Santé : Une zone géographique peut-elle avoir une incidence sur le nombre d’arrêts maladie ?

Une récente étude menée par l’Irdes (institut de recherche et documentation en économie de la santé) s’est concentrée sur des résultats étonnants. Pourquoi le département des Ardennes culmine-t-il à un pourcentage d’arrêts maladie de 29% quand les Hautes-Alpes ne comptabilisent que 13% ? Comment expliquer cette hétérogénéité géographique ?

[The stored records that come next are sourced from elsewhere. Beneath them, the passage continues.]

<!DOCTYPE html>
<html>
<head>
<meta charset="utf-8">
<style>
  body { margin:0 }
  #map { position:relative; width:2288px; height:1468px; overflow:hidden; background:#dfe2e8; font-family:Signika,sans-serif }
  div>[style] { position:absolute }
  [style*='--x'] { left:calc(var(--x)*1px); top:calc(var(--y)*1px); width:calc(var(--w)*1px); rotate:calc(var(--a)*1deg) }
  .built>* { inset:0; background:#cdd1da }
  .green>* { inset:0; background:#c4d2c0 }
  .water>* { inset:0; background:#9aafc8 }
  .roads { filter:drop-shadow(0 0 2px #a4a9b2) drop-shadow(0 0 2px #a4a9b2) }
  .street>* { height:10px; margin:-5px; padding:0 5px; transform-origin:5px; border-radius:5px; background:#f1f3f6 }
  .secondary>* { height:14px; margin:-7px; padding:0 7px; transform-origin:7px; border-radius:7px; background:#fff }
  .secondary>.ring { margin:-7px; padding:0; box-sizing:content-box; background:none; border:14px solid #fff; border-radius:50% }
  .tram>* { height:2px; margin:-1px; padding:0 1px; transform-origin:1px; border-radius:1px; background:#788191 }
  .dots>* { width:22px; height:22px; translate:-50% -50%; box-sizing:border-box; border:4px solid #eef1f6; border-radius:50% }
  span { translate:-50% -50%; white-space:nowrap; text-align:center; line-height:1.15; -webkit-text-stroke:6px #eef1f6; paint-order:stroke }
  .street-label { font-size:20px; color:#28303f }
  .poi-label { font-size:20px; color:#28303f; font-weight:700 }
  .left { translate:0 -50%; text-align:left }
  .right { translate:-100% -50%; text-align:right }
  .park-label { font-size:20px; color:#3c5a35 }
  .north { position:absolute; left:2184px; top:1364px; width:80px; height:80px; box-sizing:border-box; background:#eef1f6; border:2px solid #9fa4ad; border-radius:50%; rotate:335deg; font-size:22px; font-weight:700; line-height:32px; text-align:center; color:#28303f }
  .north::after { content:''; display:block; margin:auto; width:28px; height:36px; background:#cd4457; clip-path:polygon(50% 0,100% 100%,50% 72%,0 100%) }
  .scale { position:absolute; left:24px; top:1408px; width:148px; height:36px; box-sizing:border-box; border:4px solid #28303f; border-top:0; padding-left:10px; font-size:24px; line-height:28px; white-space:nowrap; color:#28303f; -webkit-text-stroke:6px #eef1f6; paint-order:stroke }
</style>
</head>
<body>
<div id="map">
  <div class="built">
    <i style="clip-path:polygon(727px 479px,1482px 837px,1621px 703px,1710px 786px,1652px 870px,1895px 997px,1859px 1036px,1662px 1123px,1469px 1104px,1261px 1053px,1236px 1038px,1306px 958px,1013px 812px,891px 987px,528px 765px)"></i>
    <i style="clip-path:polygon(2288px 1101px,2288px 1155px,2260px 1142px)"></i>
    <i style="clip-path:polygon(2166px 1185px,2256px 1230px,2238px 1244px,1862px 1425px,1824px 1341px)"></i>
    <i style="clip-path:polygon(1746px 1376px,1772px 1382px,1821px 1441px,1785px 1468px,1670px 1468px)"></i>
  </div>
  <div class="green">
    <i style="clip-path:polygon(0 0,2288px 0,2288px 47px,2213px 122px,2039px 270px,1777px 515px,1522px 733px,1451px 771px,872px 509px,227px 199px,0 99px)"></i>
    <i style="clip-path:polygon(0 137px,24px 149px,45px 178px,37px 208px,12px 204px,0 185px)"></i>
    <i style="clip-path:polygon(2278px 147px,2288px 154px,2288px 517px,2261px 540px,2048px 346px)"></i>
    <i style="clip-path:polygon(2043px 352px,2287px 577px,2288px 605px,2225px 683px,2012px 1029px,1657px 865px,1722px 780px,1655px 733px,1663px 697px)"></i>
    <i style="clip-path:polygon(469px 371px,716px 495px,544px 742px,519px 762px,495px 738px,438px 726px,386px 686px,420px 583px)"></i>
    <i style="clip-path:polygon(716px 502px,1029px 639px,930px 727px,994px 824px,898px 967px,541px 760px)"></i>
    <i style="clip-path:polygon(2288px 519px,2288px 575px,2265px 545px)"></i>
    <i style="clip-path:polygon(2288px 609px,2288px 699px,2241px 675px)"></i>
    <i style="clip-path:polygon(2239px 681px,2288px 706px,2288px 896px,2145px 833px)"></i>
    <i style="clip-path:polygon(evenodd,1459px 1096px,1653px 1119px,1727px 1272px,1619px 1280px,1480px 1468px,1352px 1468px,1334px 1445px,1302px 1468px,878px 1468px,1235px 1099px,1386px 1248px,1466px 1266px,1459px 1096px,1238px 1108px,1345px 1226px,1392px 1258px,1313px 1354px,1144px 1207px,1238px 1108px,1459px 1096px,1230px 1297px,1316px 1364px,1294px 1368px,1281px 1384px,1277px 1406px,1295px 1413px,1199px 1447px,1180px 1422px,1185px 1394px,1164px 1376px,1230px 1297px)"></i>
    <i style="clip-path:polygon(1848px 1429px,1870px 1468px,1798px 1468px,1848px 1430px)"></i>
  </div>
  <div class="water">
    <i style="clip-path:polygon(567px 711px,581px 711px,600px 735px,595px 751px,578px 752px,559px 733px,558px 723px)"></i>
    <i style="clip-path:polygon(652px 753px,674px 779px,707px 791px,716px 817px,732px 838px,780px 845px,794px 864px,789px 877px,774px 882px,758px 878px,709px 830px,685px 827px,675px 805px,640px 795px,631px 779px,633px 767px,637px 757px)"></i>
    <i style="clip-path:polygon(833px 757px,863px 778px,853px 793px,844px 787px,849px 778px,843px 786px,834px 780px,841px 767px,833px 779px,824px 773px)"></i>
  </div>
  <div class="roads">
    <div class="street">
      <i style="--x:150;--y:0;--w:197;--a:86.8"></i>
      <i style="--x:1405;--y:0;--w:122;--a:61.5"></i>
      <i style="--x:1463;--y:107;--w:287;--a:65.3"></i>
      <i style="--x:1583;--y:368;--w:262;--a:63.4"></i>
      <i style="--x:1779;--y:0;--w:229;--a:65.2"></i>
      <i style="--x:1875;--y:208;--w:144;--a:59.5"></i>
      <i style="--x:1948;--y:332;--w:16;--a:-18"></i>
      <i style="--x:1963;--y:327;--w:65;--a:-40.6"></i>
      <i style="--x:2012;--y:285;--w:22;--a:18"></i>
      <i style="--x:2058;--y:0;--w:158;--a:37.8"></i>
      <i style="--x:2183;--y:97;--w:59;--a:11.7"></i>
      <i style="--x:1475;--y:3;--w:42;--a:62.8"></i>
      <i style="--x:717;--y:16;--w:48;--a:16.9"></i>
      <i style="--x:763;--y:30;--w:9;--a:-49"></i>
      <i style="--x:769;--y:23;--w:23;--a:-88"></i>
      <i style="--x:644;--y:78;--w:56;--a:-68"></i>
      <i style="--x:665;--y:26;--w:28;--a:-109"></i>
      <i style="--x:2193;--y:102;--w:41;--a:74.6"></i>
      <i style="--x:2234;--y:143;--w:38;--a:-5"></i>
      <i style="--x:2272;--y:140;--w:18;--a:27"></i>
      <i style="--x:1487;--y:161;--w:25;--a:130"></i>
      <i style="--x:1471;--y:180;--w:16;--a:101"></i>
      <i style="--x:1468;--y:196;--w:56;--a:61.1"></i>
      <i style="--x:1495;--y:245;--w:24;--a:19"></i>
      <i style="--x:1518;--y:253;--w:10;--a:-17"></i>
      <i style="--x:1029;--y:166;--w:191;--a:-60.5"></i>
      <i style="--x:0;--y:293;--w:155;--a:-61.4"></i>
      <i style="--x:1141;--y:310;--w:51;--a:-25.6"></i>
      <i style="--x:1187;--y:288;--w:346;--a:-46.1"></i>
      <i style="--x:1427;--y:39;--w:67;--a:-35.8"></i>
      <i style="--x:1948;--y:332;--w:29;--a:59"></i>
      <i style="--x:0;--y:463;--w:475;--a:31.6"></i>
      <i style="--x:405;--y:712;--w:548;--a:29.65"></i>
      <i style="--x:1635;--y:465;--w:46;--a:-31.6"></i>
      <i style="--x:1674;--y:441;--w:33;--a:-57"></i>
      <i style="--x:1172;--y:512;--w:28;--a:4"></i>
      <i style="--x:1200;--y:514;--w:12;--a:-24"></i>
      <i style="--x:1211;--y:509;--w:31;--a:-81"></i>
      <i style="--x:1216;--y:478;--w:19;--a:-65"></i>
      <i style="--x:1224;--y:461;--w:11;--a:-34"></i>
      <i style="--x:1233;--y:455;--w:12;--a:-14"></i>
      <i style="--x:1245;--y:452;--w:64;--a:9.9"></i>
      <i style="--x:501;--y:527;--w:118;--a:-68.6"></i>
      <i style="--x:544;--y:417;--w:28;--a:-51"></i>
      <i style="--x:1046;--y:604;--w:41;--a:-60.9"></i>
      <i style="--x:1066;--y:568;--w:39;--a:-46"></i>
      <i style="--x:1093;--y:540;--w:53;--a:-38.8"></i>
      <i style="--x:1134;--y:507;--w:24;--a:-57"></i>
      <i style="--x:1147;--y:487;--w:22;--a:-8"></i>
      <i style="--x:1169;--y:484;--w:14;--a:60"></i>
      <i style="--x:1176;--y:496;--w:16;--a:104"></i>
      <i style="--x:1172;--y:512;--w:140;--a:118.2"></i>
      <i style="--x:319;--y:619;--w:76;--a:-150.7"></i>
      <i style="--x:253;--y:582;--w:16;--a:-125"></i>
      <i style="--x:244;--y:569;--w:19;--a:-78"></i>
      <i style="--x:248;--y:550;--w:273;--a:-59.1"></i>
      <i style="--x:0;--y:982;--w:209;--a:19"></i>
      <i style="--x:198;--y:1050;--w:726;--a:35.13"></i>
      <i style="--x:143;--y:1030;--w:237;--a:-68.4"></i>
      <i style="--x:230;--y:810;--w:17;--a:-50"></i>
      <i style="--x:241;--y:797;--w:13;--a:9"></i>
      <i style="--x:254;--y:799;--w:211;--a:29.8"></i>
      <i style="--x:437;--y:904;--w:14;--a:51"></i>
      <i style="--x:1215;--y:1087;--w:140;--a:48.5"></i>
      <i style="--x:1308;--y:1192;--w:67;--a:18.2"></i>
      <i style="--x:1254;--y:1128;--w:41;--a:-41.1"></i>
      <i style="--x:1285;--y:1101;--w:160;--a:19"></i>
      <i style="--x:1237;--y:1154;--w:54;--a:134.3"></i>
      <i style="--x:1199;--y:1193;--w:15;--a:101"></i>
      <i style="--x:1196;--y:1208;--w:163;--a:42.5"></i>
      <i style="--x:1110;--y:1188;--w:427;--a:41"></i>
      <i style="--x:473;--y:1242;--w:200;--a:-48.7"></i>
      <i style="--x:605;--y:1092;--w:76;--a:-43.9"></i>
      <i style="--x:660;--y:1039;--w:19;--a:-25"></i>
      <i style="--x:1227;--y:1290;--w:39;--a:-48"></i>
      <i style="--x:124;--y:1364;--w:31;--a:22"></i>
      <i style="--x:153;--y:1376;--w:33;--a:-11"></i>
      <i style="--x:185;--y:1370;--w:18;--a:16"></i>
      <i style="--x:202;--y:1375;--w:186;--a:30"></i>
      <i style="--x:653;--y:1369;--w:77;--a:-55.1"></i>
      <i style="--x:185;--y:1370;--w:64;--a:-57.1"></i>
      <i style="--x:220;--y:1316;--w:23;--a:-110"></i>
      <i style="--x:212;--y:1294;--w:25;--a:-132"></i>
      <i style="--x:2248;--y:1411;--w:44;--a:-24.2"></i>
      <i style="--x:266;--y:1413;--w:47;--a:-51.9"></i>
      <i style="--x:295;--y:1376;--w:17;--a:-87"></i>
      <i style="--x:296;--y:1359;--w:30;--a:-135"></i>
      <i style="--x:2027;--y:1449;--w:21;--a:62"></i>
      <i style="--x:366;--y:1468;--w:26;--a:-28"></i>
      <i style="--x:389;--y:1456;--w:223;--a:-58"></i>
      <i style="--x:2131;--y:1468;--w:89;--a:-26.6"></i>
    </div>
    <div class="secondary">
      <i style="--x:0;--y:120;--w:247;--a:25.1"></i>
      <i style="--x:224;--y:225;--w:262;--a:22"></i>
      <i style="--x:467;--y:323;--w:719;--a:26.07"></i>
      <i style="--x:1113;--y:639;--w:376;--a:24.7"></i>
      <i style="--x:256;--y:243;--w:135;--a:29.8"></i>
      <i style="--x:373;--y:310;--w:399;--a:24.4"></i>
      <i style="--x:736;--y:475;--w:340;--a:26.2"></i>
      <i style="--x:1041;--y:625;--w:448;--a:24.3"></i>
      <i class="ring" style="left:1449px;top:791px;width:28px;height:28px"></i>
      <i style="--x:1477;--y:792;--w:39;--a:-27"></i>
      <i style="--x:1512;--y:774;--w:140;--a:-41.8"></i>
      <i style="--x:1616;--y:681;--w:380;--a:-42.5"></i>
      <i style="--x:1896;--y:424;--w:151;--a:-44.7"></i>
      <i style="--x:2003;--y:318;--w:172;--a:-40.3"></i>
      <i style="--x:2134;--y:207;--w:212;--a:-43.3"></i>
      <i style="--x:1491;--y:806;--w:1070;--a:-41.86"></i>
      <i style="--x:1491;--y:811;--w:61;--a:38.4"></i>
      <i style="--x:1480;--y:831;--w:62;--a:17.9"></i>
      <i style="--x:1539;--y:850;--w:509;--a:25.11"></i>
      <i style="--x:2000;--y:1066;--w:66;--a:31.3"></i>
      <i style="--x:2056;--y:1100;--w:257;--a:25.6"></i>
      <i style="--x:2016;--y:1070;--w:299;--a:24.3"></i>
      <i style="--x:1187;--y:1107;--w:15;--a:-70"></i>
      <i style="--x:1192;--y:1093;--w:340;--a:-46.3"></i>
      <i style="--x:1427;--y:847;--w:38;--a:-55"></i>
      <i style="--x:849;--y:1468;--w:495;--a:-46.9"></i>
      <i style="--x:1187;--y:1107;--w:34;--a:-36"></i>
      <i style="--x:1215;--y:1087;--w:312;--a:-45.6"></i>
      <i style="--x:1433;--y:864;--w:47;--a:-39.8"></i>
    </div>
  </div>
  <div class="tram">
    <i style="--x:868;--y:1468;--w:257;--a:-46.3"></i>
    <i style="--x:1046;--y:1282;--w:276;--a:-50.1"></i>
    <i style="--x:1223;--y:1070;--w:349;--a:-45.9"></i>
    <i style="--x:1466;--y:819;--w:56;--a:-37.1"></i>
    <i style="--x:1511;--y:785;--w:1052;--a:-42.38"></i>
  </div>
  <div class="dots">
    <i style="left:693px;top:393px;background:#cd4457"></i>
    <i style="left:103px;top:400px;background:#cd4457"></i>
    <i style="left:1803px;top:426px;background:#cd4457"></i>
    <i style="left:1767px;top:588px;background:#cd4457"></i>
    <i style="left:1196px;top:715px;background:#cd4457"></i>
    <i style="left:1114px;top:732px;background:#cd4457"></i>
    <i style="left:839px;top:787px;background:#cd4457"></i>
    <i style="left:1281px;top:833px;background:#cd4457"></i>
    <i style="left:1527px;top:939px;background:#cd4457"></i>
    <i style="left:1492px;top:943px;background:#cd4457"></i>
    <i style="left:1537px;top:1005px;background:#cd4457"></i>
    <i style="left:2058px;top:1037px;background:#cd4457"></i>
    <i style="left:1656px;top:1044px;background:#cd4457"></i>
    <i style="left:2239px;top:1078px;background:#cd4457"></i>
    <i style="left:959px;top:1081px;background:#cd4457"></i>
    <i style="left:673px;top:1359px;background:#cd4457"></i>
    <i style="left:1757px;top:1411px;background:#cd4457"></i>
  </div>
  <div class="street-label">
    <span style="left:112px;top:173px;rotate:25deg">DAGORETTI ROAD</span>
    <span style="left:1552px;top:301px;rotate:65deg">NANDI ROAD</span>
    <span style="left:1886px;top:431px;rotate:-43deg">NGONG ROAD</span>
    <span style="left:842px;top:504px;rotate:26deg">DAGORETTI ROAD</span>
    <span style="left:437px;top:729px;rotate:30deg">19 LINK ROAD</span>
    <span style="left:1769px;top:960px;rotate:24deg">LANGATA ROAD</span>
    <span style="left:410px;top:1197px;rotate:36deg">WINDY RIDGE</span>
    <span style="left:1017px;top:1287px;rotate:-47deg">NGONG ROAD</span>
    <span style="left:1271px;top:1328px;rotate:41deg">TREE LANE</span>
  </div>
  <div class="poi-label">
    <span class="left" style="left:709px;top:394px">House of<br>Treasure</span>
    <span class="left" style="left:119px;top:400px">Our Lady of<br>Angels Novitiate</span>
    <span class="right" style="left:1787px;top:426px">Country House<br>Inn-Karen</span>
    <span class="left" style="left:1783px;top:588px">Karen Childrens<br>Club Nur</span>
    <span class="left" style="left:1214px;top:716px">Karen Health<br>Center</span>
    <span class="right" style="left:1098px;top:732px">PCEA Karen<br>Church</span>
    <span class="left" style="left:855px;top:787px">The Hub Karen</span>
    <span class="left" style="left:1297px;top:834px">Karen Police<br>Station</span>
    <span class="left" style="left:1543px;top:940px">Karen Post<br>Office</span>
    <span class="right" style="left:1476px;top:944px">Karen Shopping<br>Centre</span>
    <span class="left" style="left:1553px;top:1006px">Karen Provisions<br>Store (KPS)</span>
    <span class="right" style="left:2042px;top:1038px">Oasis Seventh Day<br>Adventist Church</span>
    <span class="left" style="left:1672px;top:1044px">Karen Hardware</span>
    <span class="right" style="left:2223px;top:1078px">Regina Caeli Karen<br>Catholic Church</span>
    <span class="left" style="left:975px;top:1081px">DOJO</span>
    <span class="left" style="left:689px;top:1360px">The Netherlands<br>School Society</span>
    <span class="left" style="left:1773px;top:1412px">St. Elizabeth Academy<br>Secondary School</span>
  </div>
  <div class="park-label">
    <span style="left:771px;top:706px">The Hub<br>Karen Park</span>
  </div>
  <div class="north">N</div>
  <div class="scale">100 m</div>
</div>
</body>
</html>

Quelle singularité que de constater que dans certains départements le nombre d’arrêts maladie dépasse la barre des 20% quand d’autres peines à franchir 10%. Face à des chiffres si disparates, l’Irdes a mené l’enquête.

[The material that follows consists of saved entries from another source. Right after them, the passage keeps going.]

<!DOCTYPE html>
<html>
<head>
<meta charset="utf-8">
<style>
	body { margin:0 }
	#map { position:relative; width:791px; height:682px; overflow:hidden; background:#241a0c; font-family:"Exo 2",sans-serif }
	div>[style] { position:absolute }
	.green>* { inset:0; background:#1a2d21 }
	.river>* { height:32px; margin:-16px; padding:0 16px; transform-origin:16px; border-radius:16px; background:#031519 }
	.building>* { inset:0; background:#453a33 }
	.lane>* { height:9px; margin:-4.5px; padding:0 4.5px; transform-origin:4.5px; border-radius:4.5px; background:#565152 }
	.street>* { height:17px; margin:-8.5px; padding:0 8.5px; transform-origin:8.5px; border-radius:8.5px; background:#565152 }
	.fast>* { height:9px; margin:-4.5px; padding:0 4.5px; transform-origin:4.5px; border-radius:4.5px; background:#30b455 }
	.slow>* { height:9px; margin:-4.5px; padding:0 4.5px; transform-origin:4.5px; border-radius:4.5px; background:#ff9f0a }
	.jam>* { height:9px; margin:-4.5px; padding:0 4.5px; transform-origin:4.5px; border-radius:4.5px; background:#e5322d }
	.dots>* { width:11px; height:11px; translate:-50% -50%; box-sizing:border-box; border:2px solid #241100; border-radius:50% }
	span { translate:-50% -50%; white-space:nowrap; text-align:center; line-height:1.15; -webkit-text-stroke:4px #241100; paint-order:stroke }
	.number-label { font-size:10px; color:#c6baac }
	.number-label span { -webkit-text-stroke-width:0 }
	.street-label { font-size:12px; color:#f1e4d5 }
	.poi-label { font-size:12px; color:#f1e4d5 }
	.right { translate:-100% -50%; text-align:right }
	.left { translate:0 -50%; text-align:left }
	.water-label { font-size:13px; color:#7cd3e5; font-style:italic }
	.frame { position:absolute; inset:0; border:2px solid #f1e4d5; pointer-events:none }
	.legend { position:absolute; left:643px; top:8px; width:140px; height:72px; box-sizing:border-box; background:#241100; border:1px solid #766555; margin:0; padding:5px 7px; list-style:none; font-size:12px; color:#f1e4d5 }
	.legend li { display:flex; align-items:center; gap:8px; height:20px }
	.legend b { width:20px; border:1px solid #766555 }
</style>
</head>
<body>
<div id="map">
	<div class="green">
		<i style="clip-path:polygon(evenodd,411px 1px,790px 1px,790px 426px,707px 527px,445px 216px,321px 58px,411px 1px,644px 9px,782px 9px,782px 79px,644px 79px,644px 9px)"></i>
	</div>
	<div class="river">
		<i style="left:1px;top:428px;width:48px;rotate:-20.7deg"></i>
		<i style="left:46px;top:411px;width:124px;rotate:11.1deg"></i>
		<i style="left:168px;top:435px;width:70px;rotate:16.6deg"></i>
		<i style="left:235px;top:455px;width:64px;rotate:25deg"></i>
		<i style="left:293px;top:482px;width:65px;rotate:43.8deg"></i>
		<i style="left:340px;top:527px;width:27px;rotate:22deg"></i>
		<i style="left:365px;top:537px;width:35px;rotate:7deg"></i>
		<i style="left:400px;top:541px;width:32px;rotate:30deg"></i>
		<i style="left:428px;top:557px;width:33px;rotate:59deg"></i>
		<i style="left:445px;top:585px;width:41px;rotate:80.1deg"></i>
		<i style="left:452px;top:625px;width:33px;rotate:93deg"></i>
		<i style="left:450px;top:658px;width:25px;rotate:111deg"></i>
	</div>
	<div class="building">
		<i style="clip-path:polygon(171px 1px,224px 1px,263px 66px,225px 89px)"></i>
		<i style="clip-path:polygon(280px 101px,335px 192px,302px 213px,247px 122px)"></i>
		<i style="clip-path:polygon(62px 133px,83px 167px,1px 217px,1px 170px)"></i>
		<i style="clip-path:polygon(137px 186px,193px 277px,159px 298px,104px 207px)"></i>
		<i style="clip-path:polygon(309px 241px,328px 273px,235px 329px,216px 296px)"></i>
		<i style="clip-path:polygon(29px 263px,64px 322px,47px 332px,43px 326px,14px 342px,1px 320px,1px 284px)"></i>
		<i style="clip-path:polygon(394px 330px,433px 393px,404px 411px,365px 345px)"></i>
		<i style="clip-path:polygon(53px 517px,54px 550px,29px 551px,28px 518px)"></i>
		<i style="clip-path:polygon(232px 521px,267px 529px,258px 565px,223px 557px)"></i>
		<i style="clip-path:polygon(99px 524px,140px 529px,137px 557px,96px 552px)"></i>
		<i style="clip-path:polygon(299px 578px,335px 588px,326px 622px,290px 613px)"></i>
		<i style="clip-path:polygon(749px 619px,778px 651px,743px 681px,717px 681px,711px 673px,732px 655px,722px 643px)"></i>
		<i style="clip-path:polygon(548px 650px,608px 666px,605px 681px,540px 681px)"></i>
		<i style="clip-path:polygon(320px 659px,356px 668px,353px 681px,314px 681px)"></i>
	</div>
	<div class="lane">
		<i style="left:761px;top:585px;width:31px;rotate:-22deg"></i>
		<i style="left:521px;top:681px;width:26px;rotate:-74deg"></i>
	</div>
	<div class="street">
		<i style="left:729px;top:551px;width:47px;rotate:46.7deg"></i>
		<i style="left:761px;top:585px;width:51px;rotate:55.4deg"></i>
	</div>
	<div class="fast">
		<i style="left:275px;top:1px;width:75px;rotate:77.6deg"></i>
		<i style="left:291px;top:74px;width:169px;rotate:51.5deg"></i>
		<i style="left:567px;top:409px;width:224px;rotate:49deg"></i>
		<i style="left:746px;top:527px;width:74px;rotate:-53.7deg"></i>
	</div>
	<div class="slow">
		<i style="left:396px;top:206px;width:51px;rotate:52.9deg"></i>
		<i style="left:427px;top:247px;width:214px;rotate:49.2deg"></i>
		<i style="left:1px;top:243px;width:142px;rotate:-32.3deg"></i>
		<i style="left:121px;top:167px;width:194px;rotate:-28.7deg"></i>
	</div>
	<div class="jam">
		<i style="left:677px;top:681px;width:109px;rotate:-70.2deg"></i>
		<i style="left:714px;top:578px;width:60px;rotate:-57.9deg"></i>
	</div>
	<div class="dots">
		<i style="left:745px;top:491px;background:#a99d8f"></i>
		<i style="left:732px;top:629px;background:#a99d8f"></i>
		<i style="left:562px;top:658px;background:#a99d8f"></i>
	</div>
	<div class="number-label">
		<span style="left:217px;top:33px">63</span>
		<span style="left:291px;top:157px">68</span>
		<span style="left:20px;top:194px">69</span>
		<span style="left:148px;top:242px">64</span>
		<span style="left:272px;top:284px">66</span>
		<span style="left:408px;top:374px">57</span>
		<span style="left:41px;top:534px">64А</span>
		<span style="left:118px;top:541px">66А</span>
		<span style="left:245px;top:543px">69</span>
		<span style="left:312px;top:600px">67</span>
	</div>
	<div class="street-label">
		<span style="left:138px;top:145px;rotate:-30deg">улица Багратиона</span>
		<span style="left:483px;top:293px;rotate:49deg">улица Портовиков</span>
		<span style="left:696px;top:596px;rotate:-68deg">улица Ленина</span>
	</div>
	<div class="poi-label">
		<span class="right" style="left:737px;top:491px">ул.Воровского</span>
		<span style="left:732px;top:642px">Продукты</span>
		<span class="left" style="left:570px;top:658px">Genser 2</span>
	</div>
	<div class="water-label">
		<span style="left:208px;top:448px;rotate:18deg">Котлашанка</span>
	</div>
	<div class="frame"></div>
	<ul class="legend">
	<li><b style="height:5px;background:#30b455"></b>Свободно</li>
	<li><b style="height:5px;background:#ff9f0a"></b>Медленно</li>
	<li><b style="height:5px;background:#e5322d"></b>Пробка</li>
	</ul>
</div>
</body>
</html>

Utilisant sa nouvelle base de données Hygie, l’institut a pu croiser un nombre inquantifiable d’informations afin d’établir des conclusions : carrière professionnelle d’un salarié, secteur d’activité, taille de l’entreprise, dépenses de santé, raisons médicales… Une multitude d’éléments personnels fournis conjointement par l’Assurance maladie (Cnamts) et l’Assurance vieillesse (Cnav).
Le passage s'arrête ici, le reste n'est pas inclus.